Today's installment of campaign-related news items from across the country.
* The labor dispute at Loyola Marymount has been resolved, and barring any last-minute changes, this week's Democratic presidential primary debate in Los Angeles will be held on schedule.
* Facing a newly redrawn map, Rep. Mark Walker (R-N.C.) announced late yesterday that he won't seek re-election next year, joining a long list of House Republicans giving up their seats. Walker, however, left little doubt that he intends to run for the U.S. Senate in 2022, when Sen. Richard Burr (R-N.C.) is set to retire.
* In the latest national Quinnipiac poll, released yesterday afternoon, Joe Biden leads the Democratic presidential field with 30% support. Elizabeth Warren is second in the poll with 17%, followed by Bernie Sanders at 16%., and Pete Buttigieg at 9%. The only other candidate above 5% was Michael Bloomberg, whose aggressive spending spree has propelled him to fifth place with 7%.

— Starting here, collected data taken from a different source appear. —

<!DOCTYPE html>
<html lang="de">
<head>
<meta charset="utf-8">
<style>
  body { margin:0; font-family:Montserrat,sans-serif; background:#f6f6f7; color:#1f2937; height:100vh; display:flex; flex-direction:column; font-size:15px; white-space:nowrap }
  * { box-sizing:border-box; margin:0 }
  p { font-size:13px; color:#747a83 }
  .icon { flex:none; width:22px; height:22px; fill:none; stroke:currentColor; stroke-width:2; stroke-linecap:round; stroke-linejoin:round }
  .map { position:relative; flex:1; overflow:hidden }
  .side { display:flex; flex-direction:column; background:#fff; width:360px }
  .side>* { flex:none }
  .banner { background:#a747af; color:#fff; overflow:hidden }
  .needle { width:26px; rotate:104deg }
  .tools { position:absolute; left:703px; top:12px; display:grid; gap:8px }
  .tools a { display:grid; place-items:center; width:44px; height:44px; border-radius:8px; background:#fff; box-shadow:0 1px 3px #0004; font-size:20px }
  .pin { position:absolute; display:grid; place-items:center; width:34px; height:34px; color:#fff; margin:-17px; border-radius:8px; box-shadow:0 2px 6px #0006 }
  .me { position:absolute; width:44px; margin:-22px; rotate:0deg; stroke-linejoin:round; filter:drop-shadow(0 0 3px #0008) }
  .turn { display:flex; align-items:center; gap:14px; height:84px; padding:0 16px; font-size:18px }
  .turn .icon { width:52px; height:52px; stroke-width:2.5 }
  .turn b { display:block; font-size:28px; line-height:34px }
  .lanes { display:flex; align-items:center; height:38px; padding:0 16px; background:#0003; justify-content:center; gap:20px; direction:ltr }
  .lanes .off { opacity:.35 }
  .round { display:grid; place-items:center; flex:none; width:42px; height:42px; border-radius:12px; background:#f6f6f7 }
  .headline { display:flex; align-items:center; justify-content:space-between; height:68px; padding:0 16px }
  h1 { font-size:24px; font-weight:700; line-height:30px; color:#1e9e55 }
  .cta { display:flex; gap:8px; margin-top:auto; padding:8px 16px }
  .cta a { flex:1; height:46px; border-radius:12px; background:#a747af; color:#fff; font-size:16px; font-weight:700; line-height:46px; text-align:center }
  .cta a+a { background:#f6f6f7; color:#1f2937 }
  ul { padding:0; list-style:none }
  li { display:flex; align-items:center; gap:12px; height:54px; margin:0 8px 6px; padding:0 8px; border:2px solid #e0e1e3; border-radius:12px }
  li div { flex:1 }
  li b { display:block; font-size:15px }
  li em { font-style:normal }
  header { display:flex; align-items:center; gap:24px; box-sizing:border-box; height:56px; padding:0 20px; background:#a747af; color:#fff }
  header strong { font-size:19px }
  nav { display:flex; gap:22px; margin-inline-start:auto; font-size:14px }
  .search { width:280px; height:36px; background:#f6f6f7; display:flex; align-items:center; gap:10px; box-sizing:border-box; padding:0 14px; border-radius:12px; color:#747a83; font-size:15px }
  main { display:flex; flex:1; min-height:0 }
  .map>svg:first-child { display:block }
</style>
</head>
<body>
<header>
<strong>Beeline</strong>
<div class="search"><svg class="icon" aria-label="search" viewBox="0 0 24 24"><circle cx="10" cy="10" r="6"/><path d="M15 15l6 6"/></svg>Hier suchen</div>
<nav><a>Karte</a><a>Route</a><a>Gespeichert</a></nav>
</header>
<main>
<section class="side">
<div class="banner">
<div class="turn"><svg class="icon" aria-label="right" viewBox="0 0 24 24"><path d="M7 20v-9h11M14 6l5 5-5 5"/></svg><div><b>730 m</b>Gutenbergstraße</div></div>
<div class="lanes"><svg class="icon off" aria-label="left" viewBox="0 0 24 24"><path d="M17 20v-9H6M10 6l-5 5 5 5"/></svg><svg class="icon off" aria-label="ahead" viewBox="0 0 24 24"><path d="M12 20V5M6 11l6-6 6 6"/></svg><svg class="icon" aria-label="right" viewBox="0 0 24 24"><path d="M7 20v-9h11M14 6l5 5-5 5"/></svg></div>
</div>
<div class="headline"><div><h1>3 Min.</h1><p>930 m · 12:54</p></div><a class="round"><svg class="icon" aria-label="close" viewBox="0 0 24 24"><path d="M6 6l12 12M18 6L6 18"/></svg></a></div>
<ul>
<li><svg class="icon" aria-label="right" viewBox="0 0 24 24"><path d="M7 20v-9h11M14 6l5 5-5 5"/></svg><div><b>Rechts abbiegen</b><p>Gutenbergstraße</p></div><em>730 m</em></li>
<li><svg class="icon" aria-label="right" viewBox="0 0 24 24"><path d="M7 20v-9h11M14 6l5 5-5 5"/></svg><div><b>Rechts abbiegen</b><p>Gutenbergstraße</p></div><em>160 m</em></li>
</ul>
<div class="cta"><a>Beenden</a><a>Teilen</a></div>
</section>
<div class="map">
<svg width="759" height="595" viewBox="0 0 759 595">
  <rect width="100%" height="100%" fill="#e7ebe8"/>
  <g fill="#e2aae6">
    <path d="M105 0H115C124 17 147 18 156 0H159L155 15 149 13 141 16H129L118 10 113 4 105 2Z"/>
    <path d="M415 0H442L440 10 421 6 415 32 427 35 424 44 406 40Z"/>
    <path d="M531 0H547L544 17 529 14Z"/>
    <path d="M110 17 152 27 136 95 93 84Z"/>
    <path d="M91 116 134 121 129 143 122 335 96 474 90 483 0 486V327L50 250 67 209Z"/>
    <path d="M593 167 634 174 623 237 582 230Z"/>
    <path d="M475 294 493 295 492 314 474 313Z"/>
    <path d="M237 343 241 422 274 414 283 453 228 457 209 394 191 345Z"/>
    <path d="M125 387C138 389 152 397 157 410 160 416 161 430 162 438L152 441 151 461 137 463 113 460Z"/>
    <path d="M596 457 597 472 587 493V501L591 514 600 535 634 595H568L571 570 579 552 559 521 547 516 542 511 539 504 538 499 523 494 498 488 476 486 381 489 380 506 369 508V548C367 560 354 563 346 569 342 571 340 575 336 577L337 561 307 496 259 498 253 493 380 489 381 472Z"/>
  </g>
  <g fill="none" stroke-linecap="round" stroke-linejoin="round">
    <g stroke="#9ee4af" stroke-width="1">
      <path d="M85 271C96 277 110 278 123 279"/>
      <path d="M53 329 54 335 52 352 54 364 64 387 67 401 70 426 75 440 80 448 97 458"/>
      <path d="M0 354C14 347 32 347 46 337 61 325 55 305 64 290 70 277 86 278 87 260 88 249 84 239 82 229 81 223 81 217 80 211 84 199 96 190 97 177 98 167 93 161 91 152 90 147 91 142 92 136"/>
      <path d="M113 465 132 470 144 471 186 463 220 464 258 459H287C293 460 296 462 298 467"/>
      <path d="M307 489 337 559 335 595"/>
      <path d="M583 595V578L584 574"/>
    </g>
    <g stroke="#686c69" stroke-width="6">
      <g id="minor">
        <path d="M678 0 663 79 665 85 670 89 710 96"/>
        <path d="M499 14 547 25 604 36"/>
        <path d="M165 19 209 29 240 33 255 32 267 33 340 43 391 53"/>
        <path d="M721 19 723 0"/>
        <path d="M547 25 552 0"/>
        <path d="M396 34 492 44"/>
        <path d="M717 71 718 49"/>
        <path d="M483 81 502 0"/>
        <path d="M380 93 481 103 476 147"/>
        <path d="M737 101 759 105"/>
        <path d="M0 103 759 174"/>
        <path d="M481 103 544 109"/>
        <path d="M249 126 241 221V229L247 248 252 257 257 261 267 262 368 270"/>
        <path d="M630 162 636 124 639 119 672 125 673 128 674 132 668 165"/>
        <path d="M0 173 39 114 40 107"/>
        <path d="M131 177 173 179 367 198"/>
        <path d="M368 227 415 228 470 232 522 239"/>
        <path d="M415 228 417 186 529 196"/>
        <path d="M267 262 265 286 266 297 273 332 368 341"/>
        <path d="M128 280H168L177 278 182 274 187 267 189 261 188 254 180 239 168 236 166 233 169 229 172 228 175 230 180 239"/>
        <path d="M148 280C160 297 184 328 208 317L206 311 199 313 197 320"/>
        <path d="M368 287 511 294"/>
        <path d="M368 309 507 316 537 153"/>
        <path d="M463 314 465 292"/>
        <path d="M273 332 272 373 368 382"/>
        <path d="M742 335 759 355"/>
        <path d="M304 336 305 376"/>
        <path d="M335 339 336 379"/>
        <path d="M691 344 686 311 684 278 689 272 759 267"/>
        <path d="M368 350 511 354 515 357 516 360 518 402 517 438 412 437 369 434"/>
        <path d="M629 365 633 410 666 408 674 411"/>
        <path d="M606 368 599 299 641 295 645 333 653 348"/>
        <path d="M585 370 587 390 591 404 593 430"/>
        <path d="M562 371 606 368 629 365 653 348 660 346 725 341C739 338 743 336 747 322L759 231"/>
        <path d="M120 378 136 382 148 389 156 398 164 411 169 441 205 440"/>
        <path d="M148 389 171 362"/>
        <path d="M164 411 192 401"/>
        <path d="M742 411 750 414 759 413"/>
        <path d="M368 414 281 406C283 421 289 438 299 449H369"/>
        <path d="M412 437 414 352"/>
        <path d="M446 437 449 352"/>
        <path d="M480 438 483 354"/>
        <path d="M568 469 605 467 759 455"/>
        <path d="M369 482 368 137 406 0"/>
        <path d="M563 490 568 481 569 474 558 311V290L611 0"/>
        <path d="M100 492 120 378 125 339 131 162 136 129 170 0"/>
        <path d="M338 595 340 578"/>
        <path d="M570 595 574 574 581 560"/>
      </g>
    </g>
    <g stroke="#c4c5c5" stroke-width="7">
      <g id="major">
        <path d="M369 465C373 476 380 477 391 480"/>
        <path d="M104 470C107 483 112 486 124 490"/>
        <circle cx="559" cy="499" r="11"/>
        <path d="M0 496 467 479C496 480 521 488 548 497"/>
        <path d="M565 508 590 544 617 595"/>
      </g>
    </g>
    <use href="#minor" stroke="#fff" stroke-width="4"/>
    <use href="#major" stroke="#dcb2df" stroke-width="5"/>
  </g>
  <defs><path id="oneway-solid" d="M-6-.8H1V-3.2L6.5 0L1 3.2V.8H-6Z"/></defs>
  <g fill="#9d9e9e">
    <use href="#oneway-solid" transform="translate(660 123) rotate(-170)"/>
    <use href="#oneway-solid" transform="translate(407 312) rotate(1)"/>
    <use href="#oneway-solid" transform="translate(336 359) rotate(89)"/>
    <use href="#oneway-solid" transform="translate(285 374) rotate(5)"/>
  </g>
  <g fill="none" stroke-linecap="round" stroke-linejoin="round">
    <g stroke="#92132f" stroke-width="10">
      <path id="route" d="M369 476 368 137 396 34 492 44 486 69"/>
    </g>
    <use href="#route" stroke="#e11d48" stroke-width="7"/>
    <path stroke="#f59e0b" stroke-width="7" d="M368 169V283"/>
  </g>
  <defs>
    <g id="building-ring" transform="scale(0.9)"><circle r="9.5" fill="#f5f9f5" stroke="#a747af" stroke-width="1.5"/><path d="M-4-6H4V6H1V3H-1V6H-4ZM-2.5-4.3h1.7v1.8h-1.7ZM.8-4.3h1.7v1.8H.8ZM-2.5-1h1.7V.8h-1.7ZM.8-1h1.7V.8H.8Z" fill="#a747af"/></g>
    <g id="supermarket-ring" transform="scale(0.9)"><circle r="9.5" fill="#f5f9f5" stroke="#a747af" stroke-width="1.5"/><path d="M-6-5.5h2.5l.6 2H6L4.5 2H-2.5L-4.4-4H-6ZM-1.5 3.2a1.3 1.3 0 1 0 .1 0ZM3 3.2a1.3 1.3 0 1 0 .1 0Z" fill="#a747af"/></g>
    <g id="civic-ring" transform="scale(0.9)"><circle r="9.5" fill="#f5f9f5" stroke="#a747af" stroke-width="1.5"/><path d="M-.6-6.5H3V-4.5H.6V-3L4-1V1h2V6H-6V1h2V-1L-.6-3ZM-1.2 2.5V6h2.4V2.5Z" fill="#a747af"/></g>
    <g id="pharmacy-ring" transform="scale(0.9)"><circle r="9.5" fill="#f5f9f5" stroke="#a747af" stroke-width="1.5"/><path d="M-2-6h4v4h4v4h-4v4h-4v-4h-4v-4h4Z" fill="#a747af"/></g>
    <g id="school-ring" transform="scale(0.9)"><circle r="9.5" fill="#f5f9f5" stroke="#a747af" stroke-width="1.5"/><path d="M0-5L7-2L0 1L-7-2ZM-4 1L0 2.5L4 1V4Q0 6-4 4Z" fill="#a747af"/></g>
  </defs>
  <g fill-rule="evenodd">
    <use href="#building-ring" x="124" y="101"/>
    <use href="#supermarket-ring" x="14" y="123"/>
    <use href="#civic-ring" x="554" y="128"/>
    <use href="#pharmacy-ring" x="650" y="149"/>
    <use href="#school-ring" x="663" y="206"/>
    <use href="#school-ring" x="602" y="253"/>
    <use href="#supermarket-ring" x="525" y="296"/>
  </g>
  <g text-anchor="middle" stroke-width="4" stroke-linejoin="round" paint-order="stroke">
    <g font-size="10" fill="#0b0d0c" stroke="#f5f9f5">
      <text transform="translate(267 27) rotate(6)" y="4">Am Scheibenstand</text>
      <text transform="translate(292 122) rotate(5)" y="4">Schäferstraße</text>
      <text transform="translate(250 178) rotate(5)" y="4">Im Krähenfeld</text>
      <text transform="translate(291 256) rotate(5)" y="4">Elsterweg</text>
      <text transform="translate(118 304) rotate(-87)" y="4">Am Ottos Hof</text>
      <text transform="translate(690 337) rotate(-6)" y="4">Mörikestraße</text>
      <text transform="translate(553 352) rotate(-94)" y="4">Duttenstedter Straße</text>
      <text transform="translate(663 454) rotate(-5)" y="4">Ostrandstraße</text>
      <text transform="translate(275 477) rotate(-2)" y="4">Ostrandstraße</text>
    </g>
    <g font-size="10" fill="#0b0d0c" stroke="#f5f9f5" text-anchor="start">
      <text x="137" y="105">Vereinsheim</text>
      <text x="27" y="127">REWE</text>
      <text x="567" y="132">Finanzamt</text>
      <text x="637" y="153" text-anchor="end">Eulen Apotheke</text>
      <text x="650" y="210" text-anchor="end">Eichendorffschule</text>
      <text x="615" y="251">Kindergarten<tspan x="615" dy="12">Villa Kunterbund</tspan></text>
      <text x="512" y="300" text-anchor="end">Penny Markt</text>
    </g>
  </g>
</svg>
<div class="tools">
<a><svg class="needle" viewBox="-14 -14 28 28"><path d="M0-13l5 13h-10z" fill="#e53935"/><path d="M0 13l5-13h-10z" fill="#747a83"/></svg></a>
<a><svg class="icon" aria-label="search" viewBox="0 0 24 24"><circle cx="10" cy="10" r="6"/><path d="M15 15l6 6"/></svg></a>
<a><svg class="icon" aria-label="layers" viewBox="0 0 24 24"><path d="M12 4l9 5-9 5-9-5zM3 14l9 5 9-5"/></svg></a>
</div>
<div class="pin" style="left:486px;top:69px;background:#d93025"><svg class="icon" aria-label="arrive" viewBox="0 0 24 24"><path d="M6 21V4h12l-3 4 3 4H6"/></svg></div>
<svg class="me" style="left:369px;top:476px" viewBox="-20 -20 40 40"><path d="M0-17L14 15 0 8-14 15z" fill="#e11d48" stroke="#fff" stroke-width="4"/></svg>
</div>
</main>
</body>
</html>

* The good news for Republicans in the new Suffolk/USA Today poll is that it shows Donald Trump leading each of the top Democratic contenders in hypothetical general election match-ups. The bad news for Republicans is that in order to arrive at these results, the Suffolk/USA Today poll found "an unnamed third-party candidate" receiving double-digit support, which seems difficult to take seriously, given that no such candidate exists.
* Rep. Collin Peterson (D-Minn.), who will vote against Trump's impeachment, acknowledged yesterday that he's had "overtures by the highest levels of the Republican Party in the last couple weeks" about switching parties, but he declined. This probably has something to do with the fact that Peterson is currently the chair of the House Agriculture Committee -- a post he's long sought -- and abandoning the Dems would mean losing his gavel
* In Texas, where there's a crowded field of Democratic candidates hoping to take on Sen. John Cornyn (R) next year, the Democratic Senatorial Campaign Committee has officially thrown its support behind M.J. Hegar (D).
* Biden picked up an endorsement yesterday from Birmingham Mayor Randall Woodfin, following a recent meeting between the former vice president and a group of Southern black mayors. It's a bit of a setback for Sanders, whose political operation rallied behind Woodfin in 2017.